• [WHAT IS EXPECTED]:
Give again exactly the lines that run from the start of the records to the line holding "2px #d3b3b4) drop-shadow(0", both ends counted. Do not include the pictures.

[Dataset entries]
-- Opening Marker --
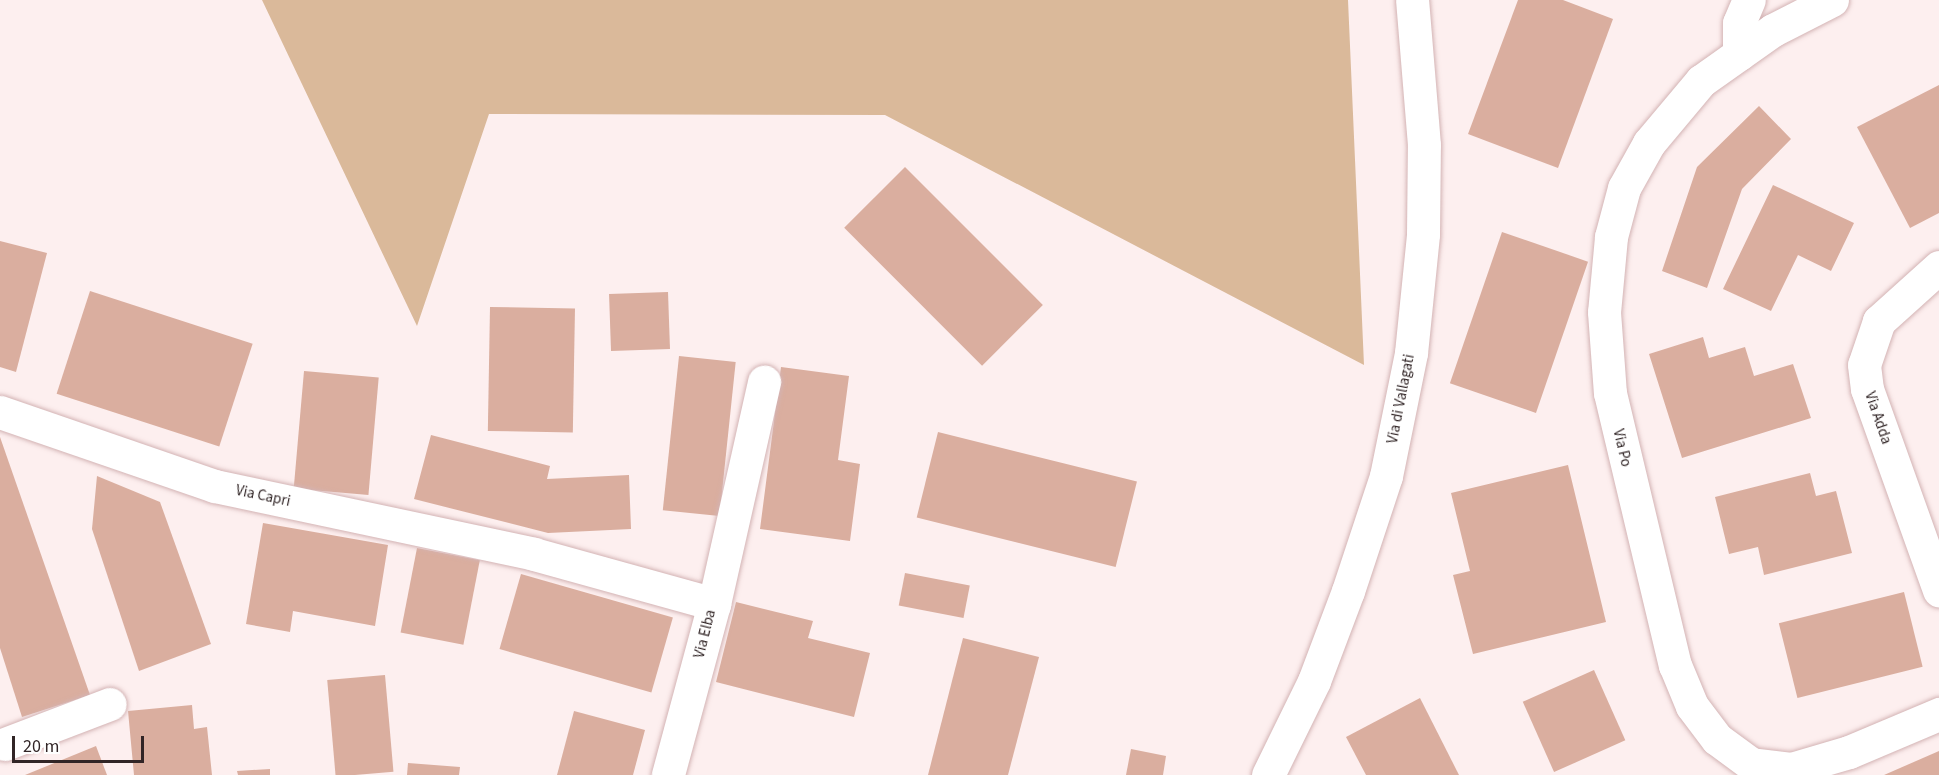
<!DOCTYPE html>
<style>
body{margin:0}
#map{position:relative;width:1939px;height:775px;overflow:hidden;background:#fdefef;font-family:"Source Sans 3",sans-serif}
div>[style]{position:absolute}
.forest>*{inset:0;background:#dab99a}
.building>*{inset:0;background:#daae9f;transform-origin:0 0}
.roads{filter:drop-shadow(0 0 2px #d3b3b4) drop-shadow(0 0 2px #d3b3b4)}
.minor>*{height:33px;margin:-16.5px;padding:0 16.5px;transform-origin:16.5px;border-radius:16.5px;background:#fff}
span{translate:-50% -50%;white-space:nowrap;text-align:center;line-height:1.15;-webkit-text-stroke:4.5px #fff;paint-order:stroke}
.street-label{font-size:15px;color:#312526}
.scale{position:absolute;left:12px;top:736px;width:132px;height:27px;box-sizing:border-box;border:3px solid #312526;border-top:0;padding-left:8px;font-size:18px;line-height:21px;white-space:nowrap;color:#312526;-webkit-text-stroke:4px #fff;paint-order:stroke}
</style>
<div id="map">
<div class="forest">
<div style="clip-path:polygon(262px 0,1348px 0,1364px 365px,885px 115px,489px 114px,417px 326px)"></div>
</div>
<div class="building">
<div style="clip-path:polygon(1518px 0,1563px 0,1613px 19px,1558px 168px,1468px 134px)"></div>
<div style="clip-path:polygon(1939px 85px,1939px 213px,1910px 228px,1857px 127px)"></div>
<div style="clip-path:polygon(1759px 106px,1791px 139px,1742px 189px,1707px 288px,1662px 271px,1697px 167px)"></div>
<div style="left:905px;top:167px;width:195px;height:86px;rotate:45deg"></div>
<div style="clip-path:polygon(1773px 185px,1854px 223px,1831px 271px,1798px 255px,1771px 311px,1723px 289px)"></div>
<div style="left:1502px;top:232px;width:91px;height:160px;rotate:19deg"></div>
<div style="clip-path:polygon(0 241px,47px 253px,16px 372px,0 367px)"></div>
<div style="left:90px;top:291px;width:171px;height:108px;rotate:18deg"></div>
<div style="left:668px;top:292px;width:57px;height:59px;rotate:88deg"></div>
<div style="left:490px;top:307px;width:85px;height:124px;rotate:1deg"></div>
<div style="clip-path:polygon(1703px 337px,1709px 358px,1745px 347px,1754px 376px,1793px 364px,1811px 418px,1682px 458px,1649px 354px)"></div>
<div style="left:679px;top:356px;width:57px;height:155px;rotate:6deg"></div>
<div style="clip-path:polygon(781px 367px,849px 376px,838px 460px,860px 464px,850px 541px,760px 529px)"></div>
<div style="left:304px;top:371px;width:75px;height:118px;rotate:5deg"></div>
<div style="left:938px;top:432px;width:205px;height:88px;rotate:14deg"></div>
<div style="clip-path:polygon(431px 435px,550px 466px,547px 479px,629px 475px,631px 529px,548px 533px,414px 499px)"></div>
<div style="clip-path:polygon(0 437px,90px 695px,22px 717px,0 648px)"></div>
<div style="clip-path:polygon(1568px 465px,1606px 622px,1473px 654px,1453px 575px,1470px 571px,1451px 493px)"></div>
<div style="clip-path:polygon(1810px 473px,1816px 496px,1836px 491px,1852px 553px,1764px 575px,1758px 547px,1729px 554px,1715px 497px)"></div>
<div style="clip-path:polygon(97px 476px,160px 502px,211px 644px,139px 671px,92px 529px)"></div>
<div style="clip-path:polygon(263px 523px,388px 545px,375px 626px,293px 611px,290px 632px,246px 624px)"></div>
<div style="left:417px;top:548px;width:64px;height:86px;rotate:11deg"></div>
<div style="left:905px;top:573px;width:66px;height:33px;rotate:11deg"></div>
<div style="left:521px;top:574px;width:158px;height:78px;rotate:16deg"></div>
<div style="left:1904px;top:592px;width:77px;height:129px;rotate:76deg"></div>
<div style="clip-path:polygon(736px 602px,813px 621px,808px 638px,870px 653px,854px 717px,716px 682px)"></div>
<div style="clip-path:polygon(963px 638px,1039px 657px,1008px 775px,928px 775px)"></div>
<div style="left:1594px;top:670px;width:77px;height:78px;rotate:66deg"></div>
<div style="left:385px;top:675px;width:97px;height:58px;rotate:85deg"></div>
<div style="clip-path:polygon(1420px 698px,1459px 775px,1366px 775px,1346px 737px)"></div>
<div style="clip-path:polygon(192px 705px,194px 729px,207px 727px,212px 775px,134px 775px,128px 711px)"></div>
<div style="clip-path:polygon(574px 711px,645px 730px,633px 775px,557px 775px)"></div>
<div style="clip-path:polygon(96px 746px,107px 775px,25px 775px)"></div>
<div style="clip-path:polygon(1131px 749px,1166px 756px,1163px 775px,1126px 775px)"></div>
<div style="clip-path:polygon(1939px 751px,1939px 775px,1884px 775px)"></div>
<div style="clip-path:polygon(408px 763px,460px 767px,459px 775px,407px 775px)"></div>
<div style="clip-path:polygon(270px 769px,270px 775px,238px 775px,237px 771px)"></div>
</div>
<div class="roads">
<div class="minor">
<div style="left:1832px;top:0;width:66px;rotate:153deg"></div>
<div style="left:1773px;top:30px;width:88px;rotate:144.7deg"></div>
<div style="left:1701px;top:81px;width:81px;rotate:130deg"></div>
<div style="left:1649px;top:143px;width:51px;rotate:119.1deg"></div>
<div style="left:1624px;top:188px;width:51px;rotate:104.9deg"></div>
<div style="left:1611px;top:237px;width:75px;rotate:95.3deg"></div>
<div style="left:1604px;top:312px;width:81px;rotate:85.8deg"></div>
<div style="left:1610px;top:393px;width:280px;rotate:76.6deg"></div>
<div style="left:1675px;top:665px;width:44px;rotate:67.5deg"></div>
<div style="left:1692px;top:706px;width:41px;rotate:52.9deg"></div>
<div style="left:1717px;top:739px;width:42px;rotate:36.3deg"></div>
<div style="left:1751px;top:764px;width:40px;rotate:7.1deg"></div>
<div style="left:1791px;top:769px;width:60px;rotate:-16.3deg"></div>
<div style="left:1849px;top:752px;width:98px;rotate:-22.9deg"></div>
<div style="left:1739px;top:54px;width:31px;rotate:-90deg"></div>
<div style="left:1739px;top:23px;width:25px;rotate:-67deg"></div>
<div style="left:1939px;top:267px;width:81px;rotate:138deg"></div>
<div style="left:1879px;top:321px;width:46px;rotate:108.8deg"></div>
<div style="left:1864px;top:365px;width:24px;rotate:83deg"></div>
<div style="left:1867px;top:389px;width:214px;rotate:70.3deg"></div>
<div style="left:0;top:412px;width:227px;rotate:19deg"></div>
<div style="left:215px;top:486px;width:326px;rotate:12deg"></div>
<div style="left:534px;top:554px;width:187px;rotate:15.5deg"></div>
<div style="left:714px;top:604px;width:177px;rotate:105.1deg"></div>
<div style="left:714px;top:604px;width:228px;rotate:-77.3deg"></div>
<div style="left:5px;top:744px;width:112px;rotate:-20.9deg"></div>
<div style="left:1268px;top:775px;width:105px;rotate:-63.9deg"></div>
<div style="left:1314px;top:681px;width:96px;rotate:-69.3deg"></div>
<div style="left:1348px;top:591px;width:121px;rotate:-71.7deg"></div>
<div style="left:1386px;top:476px;width:126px;rotate:-78.5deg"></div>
<div style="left:1411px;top:353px;width:120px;rotate:-84.2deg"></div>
<div style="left:1423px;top:234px;width:89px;rotate:-89.4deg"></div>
<div style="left:1424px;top:145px;width:145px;rotate:-94.7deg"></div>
</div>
</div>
<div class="street-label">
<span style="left:1401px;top:399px;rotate:-79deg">Via di Vallagati</span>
<span style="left:1878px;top:418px;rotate:71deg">Via Adda</span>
<span style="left:1622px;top:448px;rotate:77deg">Via Po</span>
<span style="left:263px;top:496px;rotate:12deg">Via Capri</span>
<span style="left:705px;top:634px;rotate:-76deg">Via Elba</span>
</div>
<div class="scale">20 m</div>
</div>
-- Closing Marker --
• [RESULT OF THE EXERCISE]:
<!DOCTYPE html>
<style>
body{margin:0}
#map{position:relative;width:1939px;height:775px;overflow:hidden;background:#fdefef;font-family:"Source Sans 3",sans-serif}
div>[style]{position:absolute}
.forest>*{inset:0;background:#dab99a}
.building>*{inset:0;background:#daae9f;transform-origin:0 0}
.roads{filter:drop-shadow(0 0 2px #d3b3b4) drop-shadow(0 0 2px #d3b3b4)}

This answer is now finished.